[Start of Attachment]

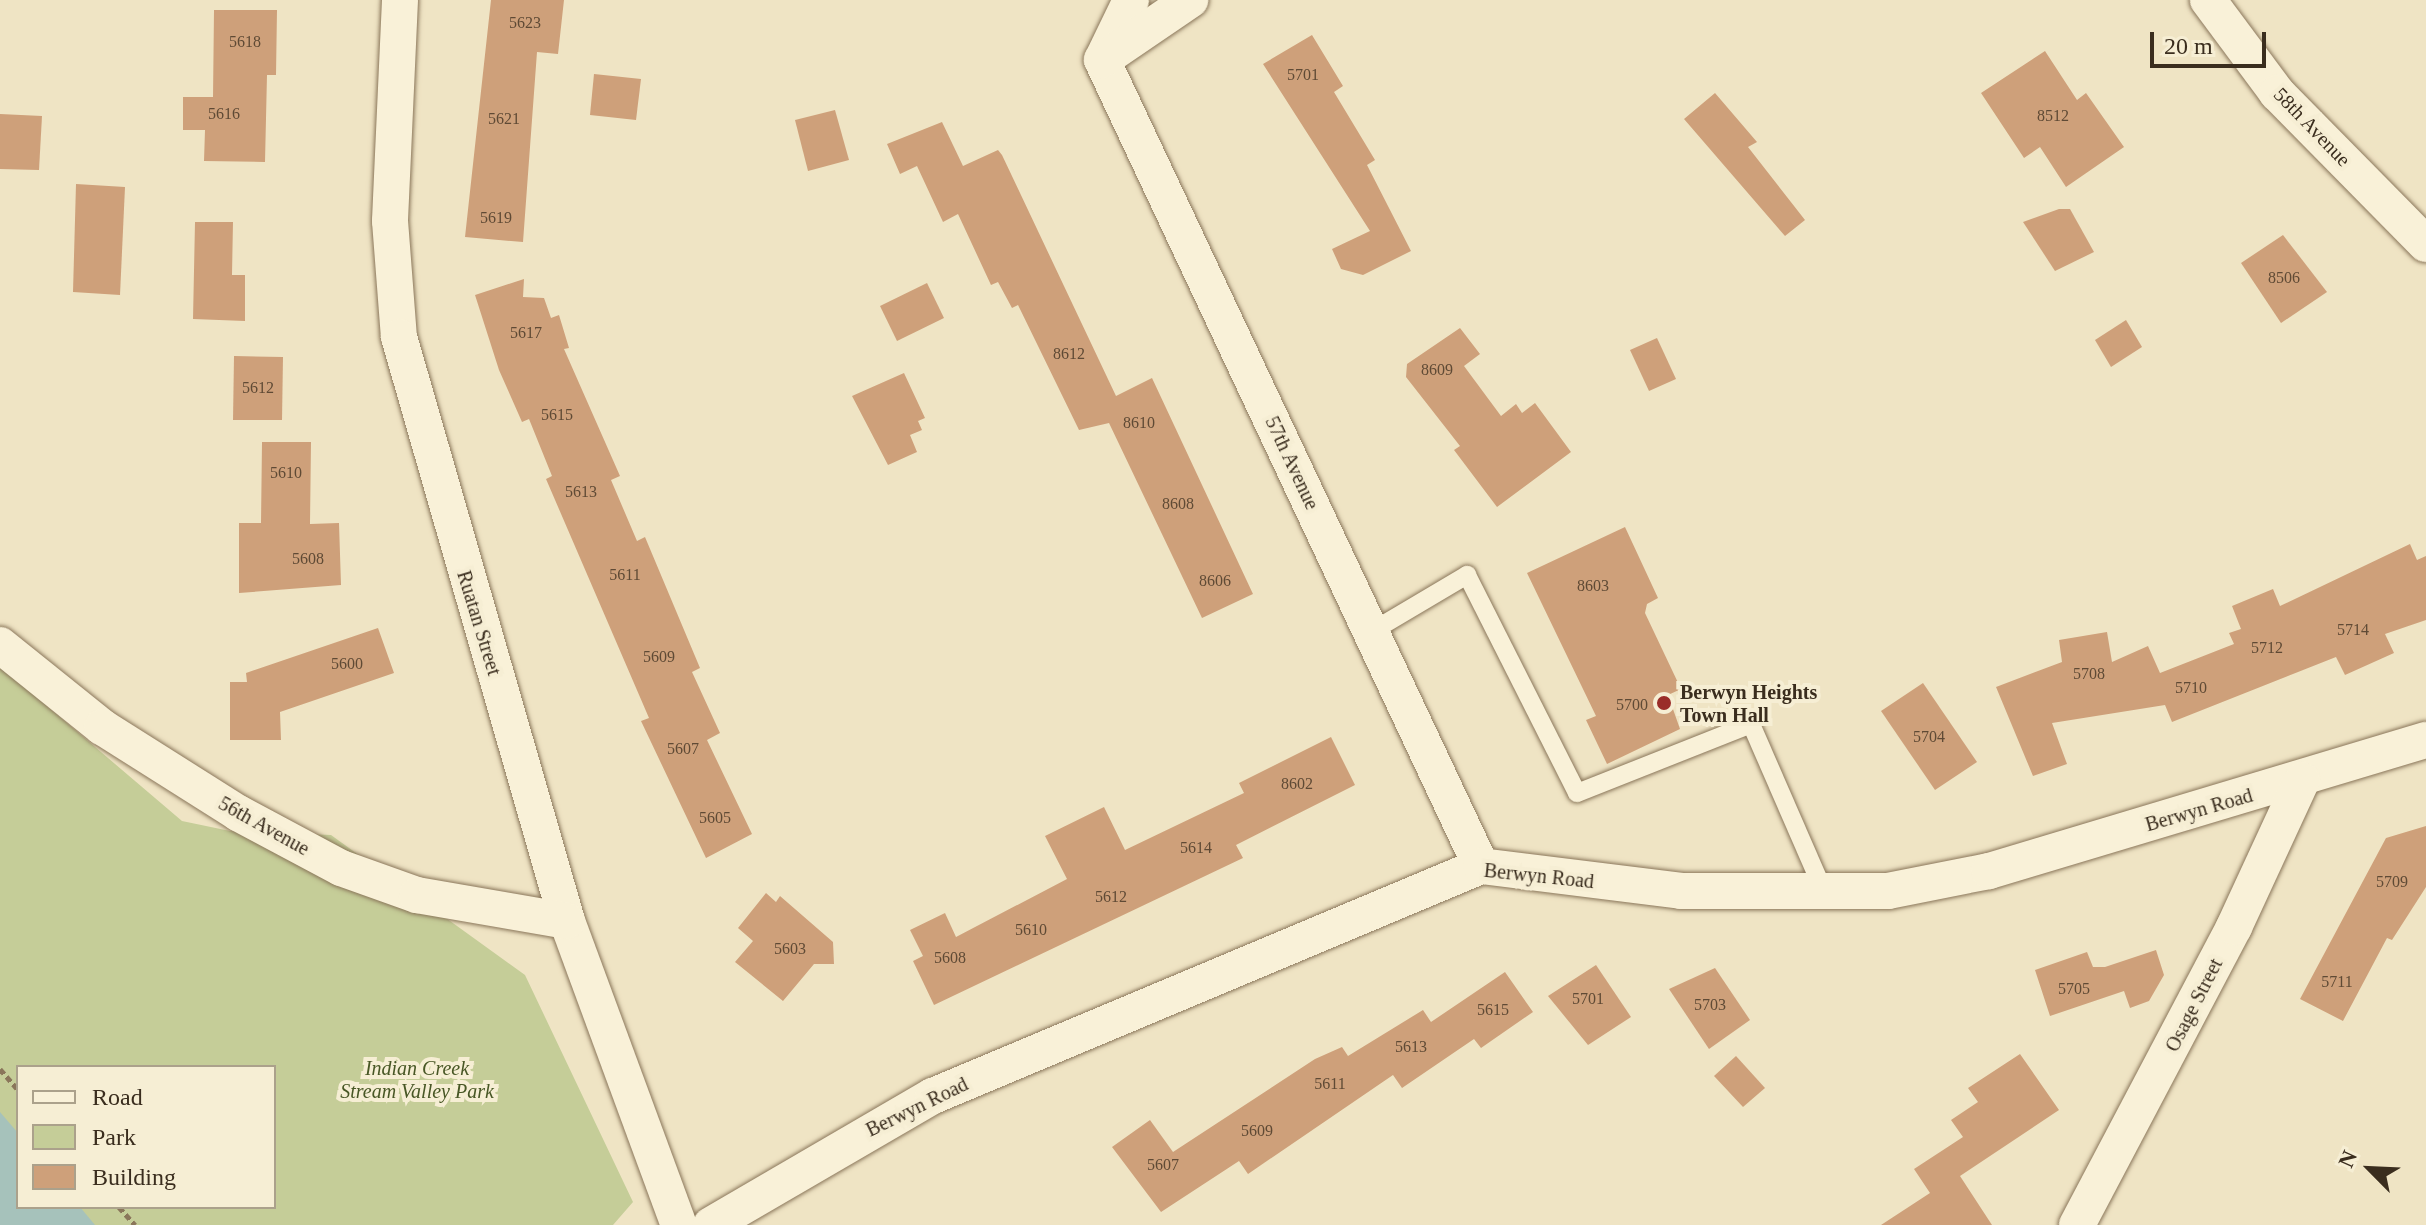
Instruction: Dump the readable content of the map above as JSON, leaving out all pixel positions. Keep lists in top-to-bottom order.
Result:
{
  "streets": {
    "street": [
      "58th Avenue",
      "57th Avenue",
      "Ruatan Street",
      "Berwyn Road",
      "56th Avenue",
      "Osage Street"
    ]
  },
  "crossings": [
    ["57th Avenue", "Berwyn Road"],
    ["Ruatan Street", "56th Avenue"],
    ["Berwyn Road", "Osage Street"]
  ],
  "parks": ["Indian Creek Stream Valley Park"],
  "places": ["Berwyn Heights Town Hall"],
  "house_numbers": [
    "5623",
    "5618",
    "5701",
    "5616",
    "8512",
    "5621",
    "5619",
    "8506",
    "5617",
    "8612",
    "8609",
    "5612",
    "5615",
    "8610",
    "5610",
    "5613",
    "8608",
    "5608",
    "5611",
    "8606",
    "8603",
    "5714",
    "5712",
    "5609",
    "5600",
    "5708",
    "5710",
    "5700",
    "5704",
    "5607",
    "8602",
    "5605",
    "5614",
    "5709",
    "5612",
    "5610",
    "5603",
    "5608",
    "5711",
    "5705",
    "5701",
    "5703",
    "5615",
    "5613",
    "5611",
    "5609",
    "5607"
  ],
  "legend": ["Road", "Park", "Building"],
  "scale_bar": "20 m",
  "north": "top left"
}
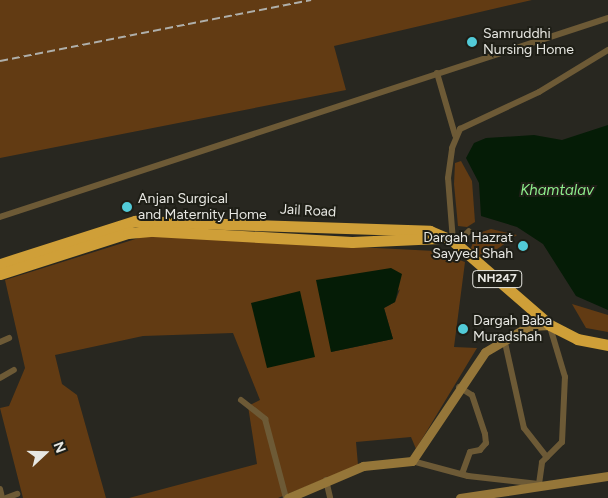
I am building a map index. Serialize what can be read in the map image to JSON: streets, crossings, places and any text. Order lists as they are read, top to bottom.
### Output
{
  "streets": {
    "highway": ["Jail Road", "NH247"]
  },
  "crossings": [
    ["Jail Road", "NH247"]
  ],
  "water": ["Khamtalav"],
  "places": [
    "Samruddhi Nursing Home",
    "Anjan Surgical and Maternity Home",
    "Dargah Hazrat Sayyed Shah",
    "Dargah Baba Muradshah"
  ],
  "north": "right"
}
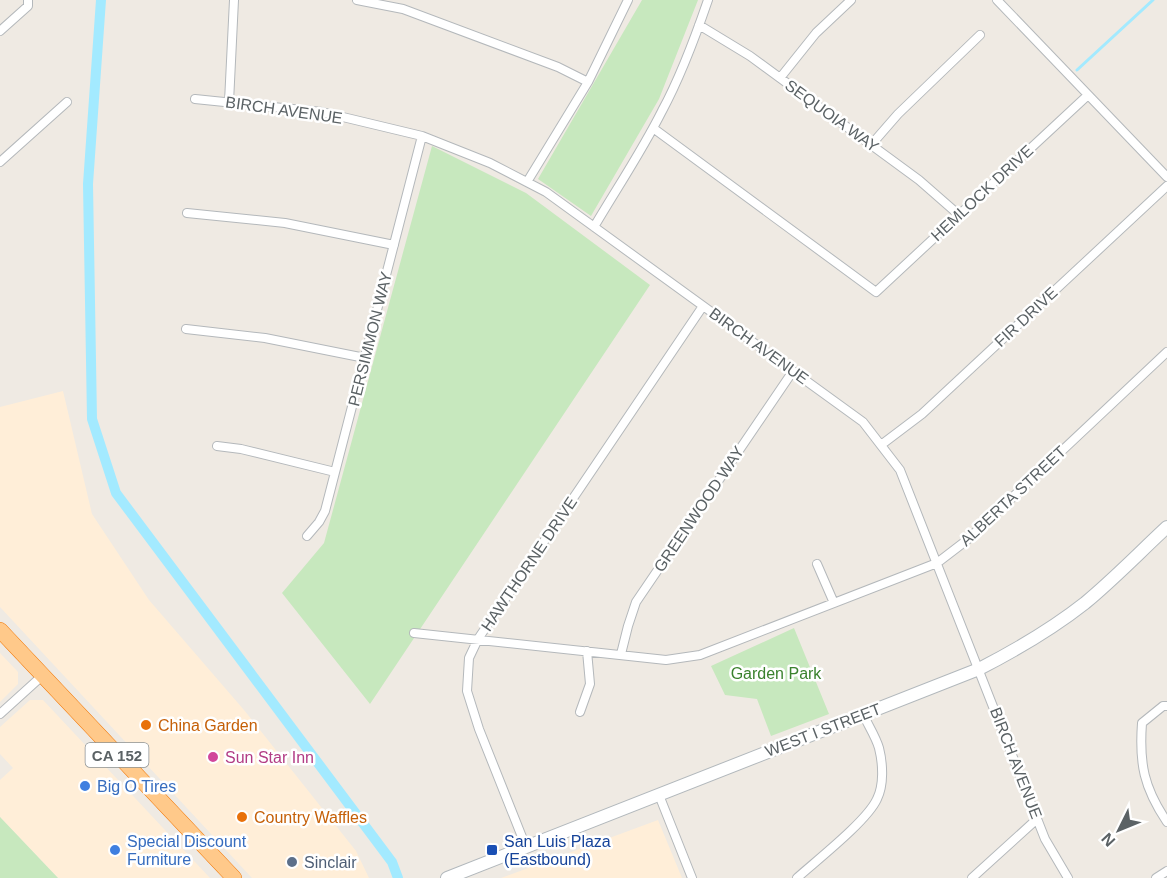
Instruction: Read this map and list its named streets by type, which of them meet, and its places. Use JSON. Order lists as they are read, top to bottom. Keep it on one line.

[End of Attachment]

Your instructions ::
With pictures excluded, the lines running from the one containing "I am building" through the last line of the records above are to be restated exactly and in full.

The answer ::
I am building a map index. Serialize what can be read in the map image to JSON: streets, crossings, places and any text. Order lists as they are read, top to bottom.
### Output
{
  "streets": {
    "highway": ["Jail Road", "NH247"]
  },
  "crossings": [
    ["Jail Road", "NH247"]
  ],
  "water": ["Khamtalav"],
  "places": [
    "Samruddhi Nursing Home",
    "Anjan Surgical and Maternity Home",
    "Dargah Hazrat Sayyed Shah",
    "Dargah Baba Muradshah"
  ],
  "north": "right"
}
Instruction: Read this map and list its named streets by type, which of them meet, and its places. Use JSON. Order lists as they are read, top to bottom. Keep it on one line.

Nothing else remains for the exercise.